The Amer­i­can Jew­ish Sto­ry through Cinema

  • Review
April 9, 2013
In his book on Jew­ish Amer­i­can iden­ti­ty and film, Eric A. Gold­man offers his read­ers a sam­pling of impor­tant films from the course of the twen­ti­eth cen­tu­ry that reflect the ways Jews gen­er­al­ly per­ceived them­selves, and were per­ceived by oth­ers, in Amer­i­can soci­ety at the time. He begins with The Jazz Singer (1927), a film that would go down in his­to­ry as the first talk­ing pic­ture, but one that has also gar­nered a lot of crit­i­cal atten­tion for its depic­tion of the clas­sic Jew­ish sto­ry of assim­i­la­tion.” Much has already been writ­ten about this movie, as well as many of the oth­ers cov­ered in Goldman’s work – includ­ing Gentleman’s Agree­ment (1947), Cross­fire (1947), The Young Lions (1958), The Way We Were (1973), The Prince of Tides (1991), Aval­on (1990), Lib­er­ty Heights (1999), and Every­thing is Illu­mi­nat­ed (2005). What sets this study apart is Goldman’s atten­tion to the pro­duc­tion his­to­ry of these var­i­ous cin­e­mat­ic achieve­ments. The author spends con­sid­er­able time ana­lyz­ing plots and visu­al sym­bols from the films, but he does so only after com­pre­hen­sive­ly dis­cussing their polit­i­cal and aes­thet­ic back­drops. The Young Lions, for exam­ple, was first a nov­el, pub­lished in 1948 to great acclaim.
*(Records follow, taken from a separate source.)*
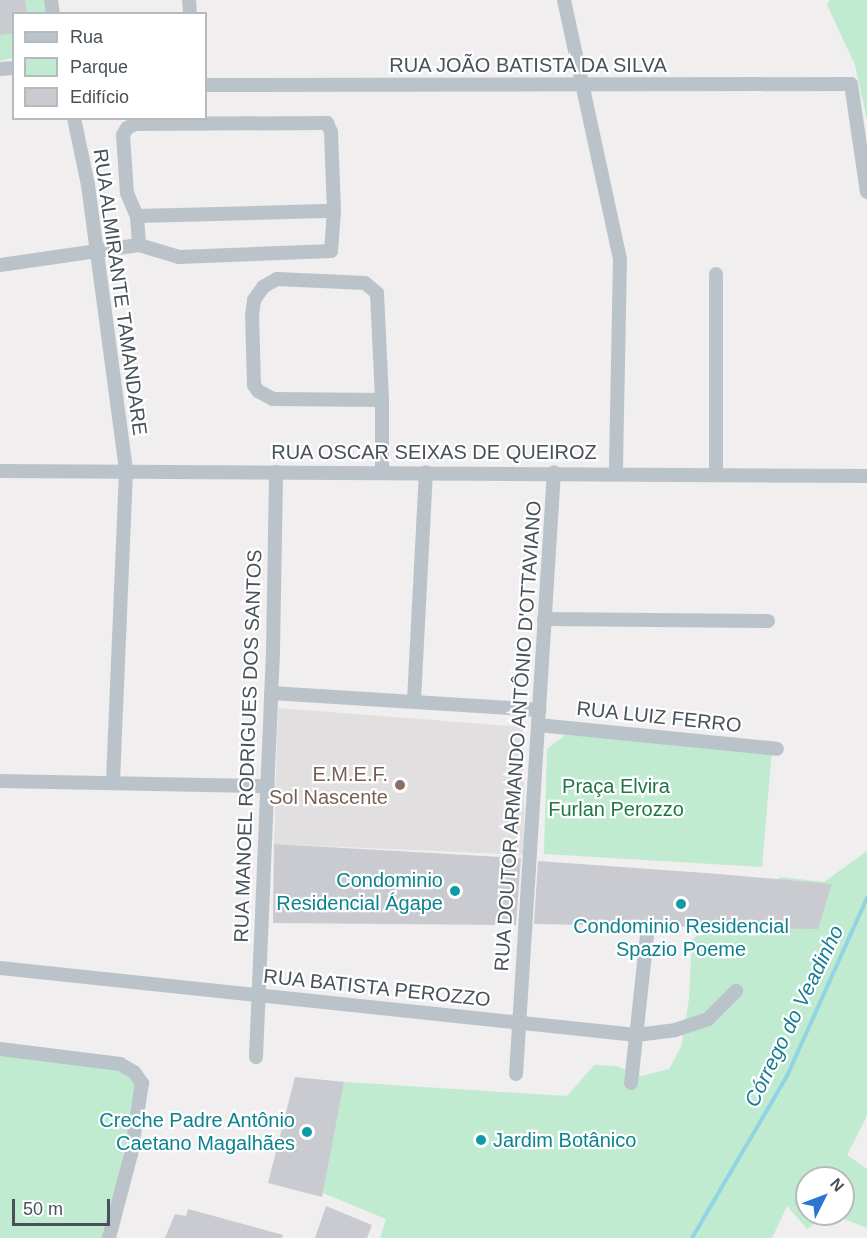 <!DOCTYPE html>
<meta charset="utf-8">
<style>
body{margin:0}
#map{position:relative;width:867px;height:1238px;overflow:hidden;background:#f0eeee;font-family:Arial,sans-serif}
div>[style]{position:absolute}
.education>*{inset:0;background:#e1dfdf}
.green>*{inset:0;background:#c0ebd0}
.stream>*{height:4px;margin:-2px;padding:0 2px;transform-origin:2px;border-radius:2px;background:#91d4e4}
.building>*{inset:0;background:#c9cbd0}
.minor>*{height:14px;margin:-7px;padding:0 7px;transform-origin:7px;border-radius:7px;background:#bbc3ca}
.dots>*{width:16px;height:16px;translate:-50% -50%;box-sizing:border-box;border:3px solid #fff;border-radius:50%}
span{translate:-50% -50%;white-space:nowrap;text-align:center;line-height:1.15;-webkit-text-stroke:4.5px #fff;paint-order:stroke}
.street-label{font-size:20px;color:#48525a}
.education-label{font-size:20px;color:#785e54}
.right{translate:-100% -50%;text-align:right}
.park-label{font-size:20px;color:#1f7548}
.culture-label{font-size:20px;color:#0d838f}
.left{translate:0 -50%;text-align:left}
.water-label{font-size:21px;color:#197d95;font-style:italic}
.legend{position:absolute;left:12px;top:12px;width:195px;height:108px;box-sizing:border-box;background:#fff;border:2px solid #b6babd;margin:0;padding:8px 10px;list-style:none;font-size:18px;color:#48525a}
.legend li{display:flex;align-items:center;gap:12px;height:30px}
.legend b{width:30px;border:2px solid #b6babd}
.north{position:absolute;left:795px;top:1166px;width:60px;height:60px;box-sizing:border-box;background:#fff;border:2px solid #b6babd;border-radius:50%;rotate:48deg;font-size:16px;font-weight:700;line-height:24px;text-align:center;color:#48525a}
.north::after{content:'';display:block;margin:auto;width:21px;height:27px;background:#2975d0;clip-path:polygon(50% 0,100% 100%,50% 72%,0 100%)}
.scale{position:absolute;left:12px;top:1199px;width:98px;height:27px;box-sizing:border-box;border:3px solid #48525a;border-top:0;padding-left:8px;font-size:18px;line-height:21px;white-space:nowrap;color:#48525a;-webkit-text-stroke:4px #fff;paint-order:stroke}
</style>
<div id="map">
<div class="education">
<div style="clip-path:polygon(278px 708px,523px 727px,525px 855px,274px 844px)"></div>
</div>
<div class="green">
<div style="clip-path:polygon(0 0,48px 0,50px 13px,14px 14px,13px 58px,0 61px)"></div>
<div style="clip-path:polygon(829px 0,867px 0,867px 120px,855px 65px,827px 5px)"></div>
<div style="clip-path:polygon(565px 735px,772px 750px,762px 867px,544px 854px,547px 749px)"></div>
<div style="clip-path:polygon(867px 851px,867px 1116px,847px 1155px,867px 1169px,867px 1228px,831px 1214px,843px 1214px,843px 1178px,807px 1178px,807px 1214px,827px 1214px,807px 1229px,787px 1206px,772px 1238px,380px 1238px,386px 1219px,301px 1184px,313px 1080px,567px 1096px,594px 1065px,616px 1066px,641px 1076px,669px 1069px,681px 1047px,689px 998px,692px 940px,723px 912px,767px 901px,780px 877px,824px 882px)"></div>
<div style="clip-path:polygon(0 1055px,116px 1068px,130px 1074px,139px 1086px,104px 1238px,0 1238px)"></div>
</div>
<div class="stream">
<div style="left:692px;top:1238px;width:188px;rotate:-59.6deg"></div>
<div style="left:787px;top:1076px;width:195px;rotate:-65.8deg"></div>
</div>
<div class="building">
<div style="clip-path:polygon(0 0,25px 0,27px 14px,14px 14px,14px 33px,0 35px)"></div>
<div style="clip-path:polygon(274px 844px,521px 858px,516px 925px,273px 923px)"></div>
<div style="clip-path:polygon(538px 861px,719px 874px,832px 884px,818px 929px,534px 924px)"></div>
<div style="clip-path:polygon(295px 1077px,344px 1082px,322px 1197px,268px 1183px)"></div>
<div style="clip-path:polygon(326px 1206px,372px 1225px,367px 1238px,315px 1238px)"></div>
<div style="clip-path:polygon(188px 1209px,283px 1235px,282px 1238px,165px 1238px,175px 1214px,186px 1216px)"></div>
</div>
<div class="minor">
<div style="left:51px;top:0;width:14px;rotate:82deg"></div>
<div style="left:189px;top:0;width:14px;rotate:86deg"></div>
<div style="left:564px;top:0;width:265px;rotate:77.8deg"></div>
<div style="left:620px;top:259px;width:213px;rotate:91.1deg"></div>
<div style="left:0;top:69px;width:14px;rotate:-4deg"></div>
<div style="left:206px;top:85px;width:645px;rotate:-0.09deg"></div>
<div style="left:851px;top:84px;width:109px;rotate:81.6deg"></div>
<div style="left:74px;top:118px;width:68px;rotate:78.2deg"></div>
<div style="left:88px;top:185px;width:289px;rotate:82.4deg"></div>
<div style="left:126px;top:471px;width:312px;rotate:92.4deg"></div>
<div style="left:137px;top:216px;width:197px;rotate:-1.5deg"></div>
<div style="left:0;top:265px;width:140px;rotate:-8.2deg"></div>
<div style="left:139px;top:245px;width:42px;rotate:16.7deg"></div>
<div style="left:179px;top:257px;width:152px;rotate:-2.3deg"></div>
<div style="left:331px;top:251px;width:40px;rotate:-85.7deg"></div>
<div style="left:334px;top:211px;width:79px;rotate:-92.2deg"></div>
<div style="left:331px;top:132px;width:10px;rotate:-114deg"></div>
<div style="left:327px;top:123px;width:192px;rotate:179.7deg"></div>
<div style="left:135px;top:124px;width:9px;rotate:153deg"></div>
<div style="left:127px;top:128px;width:8px;rotate:120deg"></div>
<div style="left:123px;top:135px;width:58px;rotate:86.1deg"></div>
<div style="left:127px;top:193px;width:25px;rotate:67deg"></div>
<div style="left:137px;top:216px;width:29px;rotate:86deg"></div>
<div style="left:716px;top:274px;width:198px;rotate:90deg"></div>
<div style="left:382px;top:400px;width:109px;rotate:-179.5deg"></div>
<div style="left:273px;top:399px;width:17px;rotate:-152deg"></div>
<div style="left:258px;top:391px;width:7px;rotate:-124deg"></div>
<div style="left:254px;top:385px;width:70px;rotate:-91.6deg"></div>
<div style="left:252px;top:315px;width:15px;rotate:-82deg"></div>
<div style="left:254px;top:300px;width:16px;rotate:-55deg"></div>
<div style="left:263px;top:287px;width:16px;rotate:-30deg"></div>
<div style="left:277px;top:279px;width:88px;rotate:2.6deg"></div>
<div style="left:365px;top:283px;width:16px;rotate:40deg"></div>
<div style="left:377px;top:293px;width:107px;rotate:87.3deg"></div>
<div style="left:382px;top:400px;width:72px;rotate:90deg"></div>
<div style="left:0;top:471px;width:867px;rotate:0.33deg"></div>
<div style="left:544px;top:619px;width:224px;rotate:0.5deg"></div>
<div style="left:271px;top:693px;width:269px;rotate:3.6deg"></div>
<div style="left:414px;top:700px;width:228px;rotate:-87deg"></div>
<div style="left:538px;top:725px;width:240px;rotate:5.7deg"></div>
<div style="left:0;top:781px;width:268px;rotate:1.1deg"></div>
<div style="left:0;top:968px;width:640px;rotate:6.01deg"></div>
<div style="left:636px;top:1035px;width:39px;rotate:-7deg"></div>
<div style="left:675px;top:1030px;width:35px;rotate:-18deg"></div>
<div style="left:708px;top:1019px;width:40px;rotate:-45deg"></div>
<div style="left:0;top:1049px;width:121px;rotate:7.1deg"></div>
<div style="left:120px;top:1064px;width:16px;rotate:30deg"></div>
<div style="left:134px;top:1072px;width:14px;rotate:54deg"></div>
<div style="left:142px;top:1083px;width:72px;rotate:98.8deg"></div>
<div style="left:131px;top:1154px;width:87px;rotate:104.7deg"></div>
<div style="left:256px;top:1057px;width:407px;rotate:-87.6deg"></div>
<div style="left:273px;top:650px;width:178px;rotate:-89deg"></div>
<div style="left:516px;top:1074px;width:603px;rotate:-86.39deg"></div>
<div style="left:631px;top:1083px;width:148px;rotate:-83.8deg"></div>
</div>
<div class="dots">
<div style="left:400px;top:785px;background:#8d6e63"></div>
<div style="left:455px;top:891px;background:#0f9aa8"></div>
<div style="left:681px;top:904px;background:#0f9aa8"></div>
<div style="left:307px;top:1132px;background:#0f9aa8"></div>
<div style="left:481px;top:1140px;background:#0f9aa8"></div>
</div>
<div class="street-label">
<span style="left:528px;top:65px">RUA JOÃO BATISTA DA SILVA</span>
<span style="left:120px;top:292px;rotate:82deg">RUA ALMIRANTE TAMANDARE</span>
<span style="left:434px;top:452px">RUA OSCAR SEIXAS DE QUEIROZ</span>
<span style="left:659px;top:717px;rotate:6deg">RUA LUIZ FERRO</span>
<span style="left:518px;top:736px;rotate:-86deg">RUA DOUTOR ARMANDO ANTÔNIO D'OTTAVIANO</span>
<span style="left:248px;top:746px;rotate:-88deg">RUA MANOEL RODRIGUES DOS SANTOS</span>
<span style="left:377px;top:988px;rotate:6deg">RUA BATISTA PEROZZO</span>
</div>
<div class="education-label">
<span class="right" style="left:388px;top:786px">E.M.E.F.<br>Sol Nascente</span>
</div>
<div class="park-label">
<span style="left:616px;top:798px">Praça Elvira<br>Furlan Perozzo</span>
</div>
<div class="culture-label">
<span class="right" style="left:443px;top:892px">Condominio<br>Residencial Ágape</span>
<span style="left:681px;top:938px">Condominio Residencial<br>Spazio Poeme</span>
<span class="right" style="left:295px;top:1132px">Creche Padre Antônio<br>Caetano Magalhães</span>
<span class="left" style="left:493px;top:1140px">Jardim Botânico</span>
</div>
<div class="water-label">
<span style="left:794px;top:1016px;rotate:-64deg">Córrego do Veadinho</span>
</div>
<ul class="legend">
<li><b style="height:8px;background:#bbc3ca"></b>Rua</li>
<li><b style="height:16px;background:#c0ebd0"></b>Parque</li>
<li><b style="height:16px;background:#c9cbd0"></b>Edifício</li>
</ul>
<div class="north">N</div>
<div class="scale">50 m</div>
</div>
The film would pre­mier only ten years lat­er, and the process and prod­uct of this adap­ta­tion would reveal, among oth­er things, a shift in the ways that Amer­i­cans had come to respond to images of the Holo­caust. As anoth­er exam­ple, the actor Liev Schreiber’s adap­ta­tion of Jonathan Safran Foers nov­el, Every­thing is Illu­mi­nat­ed, pub­lished in 2002, would expose both the sim­i­lar­i­ties and dif­fer­ences of what it means to return to an unknown Euro­pean past for an Amer­i­can Jew with a grand­par­ent who had sur­vived the Holo­caust and for one with­out any imme­di­ate con­nec­tion to the Shoah. Goldman’s work pro­vides an absorb­ing nar­ra­tive of the ways that cer­tain cin­e­mat­ic moments are part and par­cel of a long and com­plex his­to­ry of Jew­ish Amer­i­can iden­ti­ty-mak­ing and storytelling.